Ирина Хотина, а также французский писатель Робер Амбелен в книге «Иисус или смертельная тайна тамплиеров» делают предположение, что Иисус не был сыном плотника Иосифа, а сыном Иегуды Галилеянина, поднявшего восстание против римлян после смерти Ирода Великого, именно он посвятил Иисуса в назореи. Иосиф после гибели Иегуды, взяв младенца Иисуса и его мать Марию, бежит в Египет, спасаясь от преследований. Сыновья Иегуды Галилеянина Симон и Иаков были казнены. Но если это так, то речь может идти только об Иисусе Варавве, поскольку Иегуда Галилеянин мог посвятить своего сына в секту аскетов лишь с одной целью – продолжить вооруженную борьбу против поработителей.
Правда, в этом случае родословная Иисуса оказывается не соответствующей Евангельской, но вполне годна для мессии, который мог происходить не только из рода Давида, но и из ветви левитов. Наличие родословной в евангельских текстах вообще противоречит догмату христианской религии о непорочном зачатии, ведь если он был зачат от духа святого, и Иосиф не был его отцом, то к чему так тщательно выписывать родословную?
Возникают и другие вопросы, на которые евангельские тексты ответа не дают. В Евангелии сказано, что священники искали случай, чтобы расправиться с Христом. Возникает вопрос: зачем? Чем не устраивал их этот проповедник, которых было не так уж мало, существовало множество сект, по-своему толкующих Завет, но они все как-то уживались меж собой и не вели войн на уничтожение. Почему нужно было убить Христа? Ни одно Евангелие не дает нам ответа на этот вопрос, но если предположить, что в качестве Христа, Мессии, люди воспринимали не только Иисуса Назареянина, а и Иисуса Варавву, то все становиться на свои места – может быть лишь один Мессия, и этим одним должен быть Варавва, поскольку священники поддерживали идею вооруженного сопротивления римскому владычеству. Эта мысль и нашла свое отражение в романе.

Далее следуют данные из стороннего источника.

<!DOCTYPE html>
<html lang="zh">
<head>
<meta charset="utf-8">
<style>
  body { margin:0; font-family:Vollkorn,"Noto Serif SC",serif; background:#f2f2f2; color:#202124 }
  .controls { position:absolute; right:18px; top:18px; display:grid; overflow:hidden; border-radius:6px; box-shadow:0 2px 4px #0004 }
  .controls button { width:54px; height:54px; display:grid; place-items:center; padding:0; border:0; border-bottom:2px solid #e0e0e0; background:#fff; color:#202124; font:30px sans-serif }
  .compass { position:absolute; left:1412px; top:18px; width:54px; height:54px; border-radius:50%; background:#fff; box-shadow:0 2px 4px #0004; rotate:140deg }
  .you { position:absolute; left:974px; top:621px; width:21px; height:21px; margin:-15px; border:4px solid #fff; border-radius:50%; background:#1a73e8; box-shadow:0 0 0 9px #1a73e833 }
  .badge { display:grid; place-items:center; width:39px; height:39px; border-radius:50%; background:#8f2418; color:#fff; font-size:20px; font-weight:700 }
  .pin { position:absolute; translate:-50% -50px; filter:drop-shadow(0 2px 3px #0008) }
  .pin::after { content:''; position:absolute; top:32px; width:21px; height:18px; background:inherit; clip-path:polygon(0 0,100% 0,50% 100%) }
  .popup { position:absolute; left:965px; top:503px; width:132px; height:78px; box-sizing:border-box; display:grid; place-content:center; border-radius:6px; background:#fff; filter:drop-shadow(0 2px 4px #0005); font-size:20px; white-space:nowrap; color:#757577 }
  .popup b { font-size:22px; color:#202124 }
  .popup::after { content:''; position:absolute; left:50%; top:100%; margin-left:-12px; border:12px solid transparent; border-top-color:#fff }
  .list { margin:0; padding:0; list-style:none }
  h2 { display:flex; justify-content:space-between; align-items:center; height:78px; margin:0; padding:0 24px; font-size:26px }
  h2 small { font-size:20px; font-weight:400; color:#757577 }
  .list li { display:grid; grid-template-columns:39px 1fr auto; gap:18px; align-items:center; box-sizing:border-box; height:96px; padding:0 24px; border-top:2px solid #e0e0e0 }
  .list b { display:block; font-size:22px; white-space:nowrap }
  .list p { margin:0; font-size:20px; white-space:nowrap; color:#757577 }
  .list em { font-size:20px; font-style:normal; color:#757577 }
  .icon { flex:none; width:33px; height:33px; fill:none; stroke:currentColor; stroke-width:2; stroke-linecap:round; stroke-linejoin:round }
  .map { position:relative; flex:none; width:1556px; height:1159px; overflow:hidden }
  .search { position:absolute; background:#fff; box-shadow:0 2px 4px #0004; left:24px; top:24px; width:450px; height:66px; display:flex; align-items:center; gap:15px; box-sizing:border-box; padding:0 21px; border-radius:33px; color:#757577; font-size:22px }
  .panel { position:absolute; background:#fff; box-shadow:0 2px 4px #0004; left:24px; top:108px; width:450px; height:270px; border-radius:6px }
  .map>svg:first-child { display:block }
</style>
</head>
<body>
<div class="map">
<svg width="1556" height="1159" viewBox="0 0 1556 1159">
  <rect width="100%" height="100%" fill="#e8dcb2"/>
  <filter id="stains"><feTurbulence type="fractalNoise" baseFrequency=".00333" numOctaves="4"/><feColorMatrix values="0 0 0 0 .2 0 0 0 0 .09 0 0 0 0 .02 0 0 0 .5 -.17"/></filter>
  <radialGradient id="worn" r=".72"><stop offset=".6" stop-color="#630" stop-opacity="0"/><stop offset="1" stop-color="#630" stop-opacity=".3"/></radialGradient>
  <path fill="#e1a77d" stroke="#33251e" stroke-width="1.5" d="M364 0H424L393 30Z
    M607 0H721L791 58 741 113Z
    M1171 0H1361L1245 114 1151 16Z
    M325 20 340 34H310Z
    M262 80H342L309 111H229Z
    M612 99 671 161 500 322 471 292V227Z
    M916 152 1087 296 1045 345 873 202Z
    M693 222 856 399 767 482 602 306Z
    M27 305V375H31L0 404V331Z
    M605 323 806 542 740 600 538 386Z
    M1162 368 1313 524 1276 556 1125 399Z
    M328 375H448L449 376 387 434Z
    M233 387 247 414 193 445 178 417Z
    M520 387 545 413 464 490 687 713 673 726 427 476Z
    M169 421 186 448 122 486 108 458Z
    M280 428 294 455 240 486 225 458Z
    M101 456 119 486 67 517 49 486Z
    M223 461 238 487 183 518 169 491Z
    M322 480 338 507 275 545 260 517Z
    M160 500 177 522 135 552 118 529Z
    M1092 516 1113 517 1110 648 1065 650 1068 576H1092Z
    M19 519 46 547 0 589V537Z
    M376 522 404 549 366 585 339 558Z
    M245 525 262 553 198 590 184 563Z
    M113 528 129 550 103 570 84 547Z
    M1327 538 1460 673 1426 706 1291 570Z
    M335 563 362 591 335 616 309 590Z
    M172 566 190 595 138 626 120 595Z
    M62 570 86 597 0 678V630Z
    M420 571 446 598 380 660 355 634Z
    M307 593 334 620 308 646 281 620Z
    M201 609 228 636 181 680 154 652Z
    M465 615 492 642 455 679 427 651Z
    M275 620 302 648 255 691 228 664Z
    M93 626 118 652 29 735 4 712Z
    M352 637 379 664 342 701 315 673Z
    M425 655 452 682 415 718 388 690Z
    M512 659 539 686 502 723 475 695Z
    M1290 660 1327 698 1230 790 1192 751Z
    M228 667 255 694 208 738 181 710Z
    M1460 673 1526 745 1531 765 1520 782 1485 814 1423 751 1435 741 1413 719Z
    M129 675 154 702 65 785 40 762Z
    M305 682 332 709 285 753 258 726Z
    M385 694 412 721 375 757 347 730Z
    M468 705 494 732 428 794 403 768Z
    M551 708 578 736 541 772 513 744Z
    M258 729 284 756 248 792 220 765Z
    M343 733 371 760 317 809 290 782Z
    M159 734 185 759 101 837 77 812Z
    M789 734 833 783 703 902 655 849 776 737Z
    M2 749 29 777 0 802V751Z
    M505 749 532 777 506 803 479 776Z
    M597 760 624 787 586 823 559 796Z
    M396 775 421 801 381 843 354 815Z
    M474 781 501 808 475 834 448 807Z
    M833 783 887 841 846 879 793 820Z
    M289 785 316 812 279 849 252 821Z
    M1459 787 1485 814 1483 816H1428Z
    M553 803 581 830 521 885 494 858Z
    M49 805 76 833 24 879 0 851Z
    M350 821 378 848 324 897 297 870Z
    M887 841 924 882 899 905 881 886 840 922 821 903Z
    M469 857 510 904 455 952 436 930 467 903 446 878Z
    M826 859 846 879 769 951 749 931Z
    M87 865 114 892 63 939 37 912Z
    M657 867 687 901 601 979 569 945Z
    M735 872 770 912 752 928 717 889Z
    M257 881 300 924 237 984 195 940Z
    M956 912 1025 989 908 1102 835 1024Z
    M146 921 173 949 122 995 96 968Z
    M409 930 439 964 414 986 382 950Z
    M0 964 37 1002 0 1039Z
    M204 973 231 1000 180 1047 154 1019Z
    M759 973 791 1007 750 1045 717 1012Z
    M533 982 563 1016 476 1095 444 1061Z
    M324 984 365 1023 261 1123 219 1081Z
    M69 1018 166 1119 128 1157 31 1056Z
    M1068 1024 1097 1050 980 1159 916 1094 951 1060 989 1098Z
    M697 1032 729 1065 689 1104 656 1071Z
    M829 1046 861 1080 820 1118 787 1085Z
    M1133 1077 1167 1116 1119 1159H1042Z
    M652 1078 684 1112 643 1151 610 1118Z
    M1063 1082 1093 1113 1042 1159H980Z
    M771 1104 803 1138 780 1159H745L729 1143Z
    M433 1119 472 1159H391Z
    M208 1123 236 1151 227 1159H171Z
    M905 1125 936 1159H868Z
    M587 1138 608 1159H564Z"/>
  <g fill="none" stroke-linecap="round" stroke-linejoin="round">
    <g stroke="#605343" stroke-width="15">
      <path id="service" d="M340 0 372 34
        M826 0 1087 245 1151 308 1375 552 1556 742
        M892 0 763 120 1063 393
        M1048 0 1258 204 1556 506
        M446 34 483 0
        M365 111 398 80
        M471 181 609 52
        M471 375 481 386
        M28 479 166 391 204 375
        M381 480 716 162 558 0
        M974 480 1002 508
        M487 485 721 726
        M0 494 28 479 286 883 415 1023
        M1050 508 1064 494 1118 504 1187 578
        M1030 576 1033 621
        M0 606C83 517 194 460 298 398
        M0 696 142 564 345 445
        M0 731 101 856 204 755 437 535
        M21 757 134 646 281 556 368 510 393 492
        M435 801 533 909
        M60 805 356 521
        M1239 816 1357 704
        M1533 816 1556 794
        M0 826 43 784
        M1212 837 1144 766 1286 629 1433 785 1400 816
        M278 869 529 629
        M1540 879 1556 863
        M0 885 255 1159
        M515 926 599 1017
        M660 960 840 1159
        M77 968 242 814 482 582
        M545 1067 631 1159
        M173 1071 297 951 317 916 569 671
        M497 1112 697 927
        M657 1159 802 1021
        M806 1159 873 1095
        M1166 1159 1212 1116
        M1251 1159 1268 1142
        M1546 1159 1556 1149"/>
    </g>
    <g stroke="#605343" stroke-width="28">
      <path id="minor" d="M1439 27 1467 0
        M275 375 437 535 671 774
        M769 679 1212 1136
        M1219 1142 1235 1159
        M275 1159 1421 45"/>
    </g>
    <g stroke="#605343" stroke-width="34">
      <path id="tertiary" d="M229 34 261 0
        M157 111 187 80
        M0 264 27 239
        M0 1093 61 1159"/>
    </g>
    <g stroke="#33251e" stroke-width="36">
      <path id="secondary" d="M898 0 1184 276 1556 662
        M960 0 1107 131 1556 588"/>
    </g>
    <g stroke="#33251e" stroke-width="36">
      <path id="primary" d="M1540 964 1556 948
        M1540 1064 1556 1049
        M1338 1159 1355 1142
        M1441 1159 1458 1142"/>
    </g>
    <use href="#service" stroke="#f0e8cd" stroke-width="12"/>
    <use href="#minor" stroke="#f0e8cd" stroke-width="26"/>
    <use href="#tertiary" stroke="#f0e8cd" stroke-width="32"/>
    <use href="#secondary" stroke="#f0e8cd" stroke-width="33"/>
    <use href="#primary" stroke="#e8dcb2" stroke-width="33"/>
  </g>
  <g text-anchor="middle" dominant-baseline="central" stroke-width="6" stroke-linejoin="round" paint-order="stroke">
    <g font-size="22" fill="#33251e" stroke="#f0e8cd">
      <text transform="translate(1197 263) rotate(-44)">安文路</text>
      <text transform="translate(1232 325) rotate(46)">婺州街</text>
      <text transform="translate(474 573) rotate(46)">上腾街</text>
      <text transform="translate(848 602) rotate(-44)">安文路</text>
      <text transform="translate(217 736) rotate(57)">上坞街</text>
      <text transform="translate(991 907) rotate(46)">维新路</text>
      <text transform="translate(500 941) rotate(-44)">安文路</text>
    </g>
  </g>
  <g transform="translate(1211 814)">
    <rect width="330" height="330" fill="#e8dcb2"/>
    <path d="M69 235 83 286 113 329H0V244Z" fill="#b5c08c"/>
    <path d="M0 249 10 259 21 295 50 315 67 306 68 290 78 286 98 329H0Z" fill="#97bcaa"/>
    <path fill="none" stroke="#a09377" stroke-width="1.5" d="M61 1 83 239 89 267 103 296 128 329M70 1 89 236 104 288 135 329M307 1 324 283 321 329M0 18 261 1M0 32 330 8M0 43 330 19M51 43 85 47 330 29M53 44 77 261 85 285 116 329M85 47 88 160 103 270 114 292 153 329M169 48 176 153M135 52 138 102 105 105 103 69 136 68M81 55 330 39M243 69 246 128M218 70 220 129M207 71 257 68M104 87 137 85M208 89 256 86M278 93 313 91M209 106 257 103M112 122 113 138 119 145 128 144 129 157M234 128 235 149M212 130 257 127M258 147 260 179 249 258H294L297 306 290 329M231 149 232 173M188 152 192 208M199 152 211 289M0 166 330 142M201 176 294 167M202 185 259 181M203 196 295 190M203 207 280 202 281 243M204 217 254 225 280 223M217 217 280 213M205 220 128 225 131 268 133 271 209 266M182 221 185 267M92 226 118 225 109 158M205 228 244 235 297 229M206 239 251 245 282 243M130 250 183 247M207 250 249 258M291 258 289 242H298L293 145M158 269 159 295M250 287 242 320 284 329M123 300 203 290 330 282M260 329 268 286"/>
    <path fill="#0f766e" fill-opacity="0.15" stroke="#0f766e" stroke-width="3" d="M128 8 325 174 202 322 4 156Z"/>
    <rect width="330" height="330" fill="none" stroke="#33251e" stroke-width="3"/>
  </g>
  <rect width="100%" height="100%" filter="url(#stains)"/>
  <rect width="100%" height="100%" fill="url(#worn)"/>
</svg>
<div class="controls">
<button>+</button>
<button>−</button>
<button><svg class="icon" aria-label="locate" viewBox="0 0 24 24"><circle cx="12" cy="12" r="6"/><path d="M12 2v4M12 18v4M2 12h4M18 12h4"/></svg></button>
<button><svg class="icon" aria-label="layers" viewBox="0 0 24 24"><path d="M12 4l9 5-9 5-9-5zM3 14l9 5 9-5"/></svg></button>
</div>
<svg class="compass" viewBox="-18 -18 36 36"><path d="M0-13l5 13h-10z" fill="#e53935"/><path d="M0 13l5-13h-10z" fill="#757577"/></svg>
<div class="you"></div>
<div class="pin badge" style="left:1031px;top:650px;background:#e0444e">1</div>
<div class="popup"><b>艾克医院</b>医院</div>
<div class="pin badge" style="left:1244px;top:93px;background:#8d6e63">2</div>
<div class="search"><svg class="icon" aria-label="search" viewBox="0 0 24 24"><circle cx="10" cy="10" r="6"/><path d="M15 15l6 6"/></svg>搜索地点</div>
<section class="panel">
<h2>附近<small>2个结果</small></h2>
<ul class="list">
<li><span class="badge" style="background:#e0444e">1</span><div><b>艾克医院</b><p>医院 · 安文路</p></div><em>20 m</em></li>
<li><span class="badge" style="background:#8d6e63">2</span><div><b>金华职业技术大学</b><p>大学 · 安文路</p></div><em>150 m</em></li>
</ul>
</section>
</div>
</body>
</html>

Евангелист Лука пишет, что Понтий Пилат отправил Иисуса Назареянина к Ироду Антипе, поскольку тот был родом из Галилеи, вотчины тетрарха Антипы. У прокуратора с тетрархом были непростые отношения, даже враждебные, но после того, как Ирод Антипа вернул Иисуса обратно Пилату, их отношения наладились. Возникает вопрос: В чем была причина враждебных отношений прокуратора и тетрарха, и почему они так вдруг нормализовались?
Из Евангельских текстов нам известно, что Ирод женился на вдове своего брата, чем нарушил принятые обычаи, это послужило причиной резкой критики Ирода Антипы со стороны известного проповедника Иоанна. Жена тетрарха, Иродиада, добилась того, чтобы он казнил Иоанна. Но это были еще не все последствия необдуманного поведения Ирода. Перед смертью Ирод Великий, отец Антипы, женил его на дочери набатейского царя, полагая, что этот брак поможет наладить нормальные взаимоотношения между набатейским царством и Иудеей, но Ирод Антипа своим браком с Иродиадой лишь усугубил противоречия, набатейский царь Арета счел оскорбительным подобное поведения Антипы и напал на Галилею. Войска Ирода были разгромлены, и лишь вмешательство римлян спасло самого тетрарха и Галилею.
Соправителям иудейских земель римский кесарь разрешал держать войска для того, чтобы они выполняли задачи по безопасности границ римской империи, но Ирод Антипа не только не справился с этой задачей, он свел на нет все усилия римлян по укреплению границ. Естественно, Понтий Пилат, служивший кесарю и честно выполнявший свой долг, не мог проявлять дружеский чувств к тому, кто своим бездумным поведением приносит больше вреда, чем пользы римской империи. Но почему отношения между ними наладились после того, как Ирод Антипа вернул прокуратору Иисуса Назареянина?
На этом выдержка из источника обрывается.